- [Requirement]
Since the entries below must stay intact, return each one exactly.

[Collected data]
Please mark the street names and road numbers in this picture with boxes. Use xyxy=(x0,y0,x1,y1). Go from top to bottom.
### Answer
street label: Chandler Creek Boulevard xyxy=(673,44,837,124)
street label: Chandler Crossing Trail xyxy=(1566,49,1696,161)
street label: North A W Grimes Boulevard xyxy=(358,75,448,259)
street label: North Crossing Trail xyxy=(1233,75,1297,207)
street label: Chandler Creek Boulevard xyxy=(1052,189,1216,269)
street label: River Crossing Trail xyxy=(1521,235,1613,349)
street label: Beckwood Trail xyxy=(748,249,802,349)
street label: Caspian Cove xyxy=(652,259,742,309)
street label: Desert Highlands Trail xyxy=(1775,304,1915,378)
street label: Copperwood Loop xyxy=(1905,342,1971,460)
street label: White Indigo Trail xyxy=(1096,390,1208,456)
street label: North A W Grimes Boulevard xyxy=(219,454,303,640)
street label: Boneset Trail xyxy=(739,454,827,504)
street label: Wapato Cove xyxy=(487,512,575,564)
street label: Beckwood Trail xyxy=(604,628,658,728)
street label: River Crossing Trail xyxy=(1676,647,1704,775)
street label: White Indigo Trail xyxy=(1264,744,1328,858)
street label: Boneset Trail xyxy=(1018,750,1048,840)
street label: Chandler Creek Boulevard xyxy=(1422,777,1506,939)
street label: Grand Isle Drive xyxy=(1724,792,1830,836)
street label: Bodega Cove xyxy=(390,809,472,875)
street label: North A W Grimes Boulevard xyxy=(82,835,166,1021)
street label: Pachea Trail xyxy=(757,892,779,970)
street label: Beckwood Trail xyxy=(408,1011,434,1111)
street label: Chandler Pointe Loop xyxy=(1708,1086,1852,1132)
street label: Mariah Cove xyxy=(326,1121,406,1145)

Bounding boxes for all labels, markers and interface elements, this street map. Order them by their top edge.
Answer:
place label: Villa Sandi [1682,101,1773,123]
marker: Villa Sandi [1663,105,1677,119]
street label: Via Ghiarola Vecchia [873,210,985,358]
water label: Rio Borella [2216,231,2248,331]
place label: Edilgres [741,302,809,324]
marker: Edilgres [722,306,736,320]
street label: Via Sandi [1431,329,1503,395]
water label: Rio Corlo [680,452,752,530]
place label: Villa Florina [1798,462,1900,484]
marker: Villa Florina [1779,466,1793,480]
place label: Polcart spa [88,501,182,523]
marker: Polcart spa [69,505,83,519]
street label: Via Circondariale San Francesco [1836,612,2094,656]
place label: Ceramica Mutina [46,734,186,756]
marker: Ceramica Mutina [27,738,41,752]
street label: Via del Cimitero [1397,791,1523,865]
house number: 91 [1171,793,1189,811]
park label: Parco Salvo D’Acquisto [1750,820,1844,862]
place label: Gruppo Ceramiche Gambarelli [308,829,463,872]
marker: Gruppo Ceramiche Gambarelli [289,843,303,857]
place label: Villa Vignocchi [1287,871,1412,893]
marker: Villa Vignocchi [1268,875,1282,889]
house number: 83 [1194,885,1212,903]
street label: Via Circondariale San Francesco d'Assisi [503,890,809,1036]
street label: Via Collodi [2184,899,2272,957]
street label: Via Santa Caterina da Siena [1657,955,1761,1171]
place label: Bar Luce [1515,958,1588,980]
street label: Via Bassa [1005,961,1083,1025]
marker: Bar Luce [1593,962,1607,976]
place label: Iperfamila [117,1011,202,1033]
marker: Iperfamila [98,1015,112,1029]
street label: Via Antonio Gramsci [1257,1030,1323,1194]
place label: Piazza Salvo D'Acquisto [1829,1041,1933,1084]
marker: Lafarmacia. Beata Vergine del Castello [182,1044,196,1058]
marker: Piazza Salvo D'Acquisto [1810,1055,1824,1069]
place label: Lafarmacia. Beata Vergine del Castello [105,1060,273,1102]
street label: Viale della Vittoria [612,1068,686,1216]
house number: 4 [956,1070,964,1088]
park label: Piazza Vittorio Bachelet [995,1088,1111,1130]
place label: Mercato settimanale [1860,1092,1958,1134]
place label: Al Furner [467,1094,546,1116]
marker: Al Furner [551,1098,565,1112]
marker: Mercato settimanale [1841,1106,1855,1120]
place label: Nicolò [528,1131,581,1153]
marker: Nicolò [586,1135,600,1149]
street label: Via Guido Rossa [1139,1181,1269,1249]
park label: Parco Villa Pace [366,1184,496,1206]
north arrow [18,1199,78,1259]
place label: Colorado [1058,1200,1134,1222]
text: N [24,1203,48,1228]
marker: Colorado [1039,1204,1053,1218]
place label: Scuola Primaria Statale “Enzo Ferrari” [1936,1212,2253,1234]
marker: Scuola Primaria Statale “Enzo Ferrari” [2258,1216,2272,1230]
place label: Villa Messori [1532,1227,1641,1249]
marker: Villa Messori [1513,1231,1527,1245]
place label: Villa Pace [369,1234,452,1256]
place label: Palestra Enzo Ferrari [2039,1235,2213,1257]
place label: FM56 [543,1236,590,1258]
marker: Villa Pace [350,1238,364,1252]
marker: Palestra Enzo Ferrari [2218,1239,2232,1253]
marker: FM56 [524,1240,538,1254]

- [Written reply]
Please mark the street names and road numbers in this picture with boxes. Use xyxy=(x0,y0,x1,y1). Go from top to bottom.
### Answer
street label: Chandler Creek Boulevard xyxy=(673,44,837,124)
street label: Chandler Crossing Trail xyxy=(1566,49,1696,161)
street label: North A W Grimes Boulevard xyxy=(358,75,448,259)
street label: North Crossing Trail xyxy=(1233,75,1297,207)
street label: Chandler Creek Boulevard xyxy=(1052,189,1216,269)
street label: River Crossing Trail xyxy=(1521,235,1613,349)
street label: Beckwood Trail xyxy=(748,249,802,349)
street label: Caspian Cove xyxy=(652,259,742,309)
street label: Desert Highlands Trail xyxy=(1775,304,1915,378)
street label: Copperwood Loop xyxy=(1905,342,1971,460)
street label: White Indigo Trail xyxy=(1096,390,1208,456)
street label: North A W Grimes Boulevard xyxy=(219,454,303,640)
street label: Boneset Trail xyxy=(739,454,827,504)
street label: Wapato Cove xyxy=(487,512,575,564)
street label: Beckwood Trail xyxy=(604,628,658,728)
street label: River Crossing Trail xyxy=(1676,647,1704,775)
street label: White Indigo Trail xyxy=(1264,744,1328,858)
street label: Boneset Trail xyxy=(1018,750,1048,840)
street label: Chandler Creek Boulevard xyxy=(1422,777,1506,939)
street label: Grand Isle Drive xyxy=(1724,792,1830,836)
street label: Bodega Cove xyxy=(390,809,472,875)
street label: North A W Grimes Boulevard xyxy=(82,835,166,1021)
street label: Pachea Trail xyxy=(757,892,779,970)
street label: Beckwood Trail xyxy=(408,1011,434,1111)
street label: Chandler Pointe Loop xyxy=(1708,1086,1852,1132)
street label: Mariah Cove xyxy=(326,1121,406,1145)

Bounding boxes for all labels, markers and interface elements, this street map. Order them by their top edge.
Answer:
place label: Villa Sandi [1682,101,1773,123]
marker: Villa Sandi [1663,105,1677,119]
street label: Via Ghiarola Vecchia [873,210,985,358]
water label: Rio Borella [2216,231,2248,331]
place label: Edilgres [741,302,809,324]
marker: Edilgres [722,306,736,320]
street label: Via Sandi [1431,329,1503,395]
water label: Rio Corlo [680,452,752,530]
place label: Villa Florina [1798,462,1900,484]
marker: Villa Florina [1779,466,1793,480]
place label: Polcart spa [88,501,182,523]
marker: Polcart spa [69,505,83,519]
street label: Via Circondariale San Francesco [1836,612,2094,656]
place label: Ceramica Mutina [46,734,186,756]
marker: Ceramica Mutina [27,738,41,752]
street label: Via del Cimitero [1397,791,1523,865]
house number: 91 [1171,793,1189,811]
park label: Parco Salvo D’Acquisto [1750,820,1844,862]
place label: Gruppo Ceramiche Gambarelli [308,829,463,872]
marker: Gruppo Ceramiche Gambarelli [289,843,303,857]
place label: Villa Vignocchi [1287,871,1412,893]
marker: Villa Vignocchi [1268,875,1282,889]
house number: 83 [1194,885,1212,903]
street label: Via Circondariale San Francesco d'Assisi [503,890,809,1036]
street label: Via Collodi [2184,899,2272,957]
street label: Via Santa Caterina da Siena [1657,955,1761,1171]
place label: Bar Luce [1515,958,1588,980]
street label: Via Bassa [1005,961,1083,1025]
marker: Bar Luce [1593,962,1607,976]
place label: Iperfamila [117,1011,202,1033]
marker: Iperfamila [98,1015,112,1029]
street label: Via Antonio Gramsci [1257,1030,1323,1194]
place label: Piazza Salvo D'Acquisto [1829,1041,1933,1084]
marker: Lafarmacia. Beata Vergine del Castello [182,1044,196,1058]
marker: Piazza Salvo D'Acquisto [1810,1055,1824,1069]
place label: Lafarmacia. Beata Vergine del Castello [105,1060,273,1102]
street label: Viale della Vittoria [612,1068,686,1216]
house number: 4 [956,1070,964,1088]
park label: Piazza Vittorio Bachelet [995,1088,1111,1130]
place label: Mercato settimanale [1860,1092,1958,1134]
place label: Al Furner [467,1094,546,1116]
marker: Al Furner [551,1098,565,1112]
marker: Mercato settimanale [1841,1106,1855,1120]
place label: Nicolò [528,1131,581,1153]
marker: Nicolò [586,1135,600,1149]
street label: Via Guido Rossa [1139,1181,1269,1249]
park label: Parco Villa Pace [366,1184,496,1206]
north arrow [18,1199,78,1259]
place label: Colorado [1058,1200,1134,1222]
text: N [24,1203,48,1228]
marker: Colorado [1039,1204,1053,1218]
place label: Scuola Primaria Statale “Enzo Ferrari” [1936,1212,2253,1234]
marker: Scuola Primaria Statale “Enzo Ferrari” [2258,1216,2272,1230]
place label: Villa Messori [1532,1227,1641,1249]
marker: Villa Messori [1513,1231,1527,1245]
place label: Villa Pace [369,1234,452,1256]
place label: Palestra Enzo Ferrari [2039,1235,2213,1257]
place label: FM56 [543,1236,590,1258]
marker: Villa Pace [350,1238,364,1252]
marker: Palestra Enzo Ferrari [2218,1239,2232,1253]
marker: FM56 [524,1240,538,1254]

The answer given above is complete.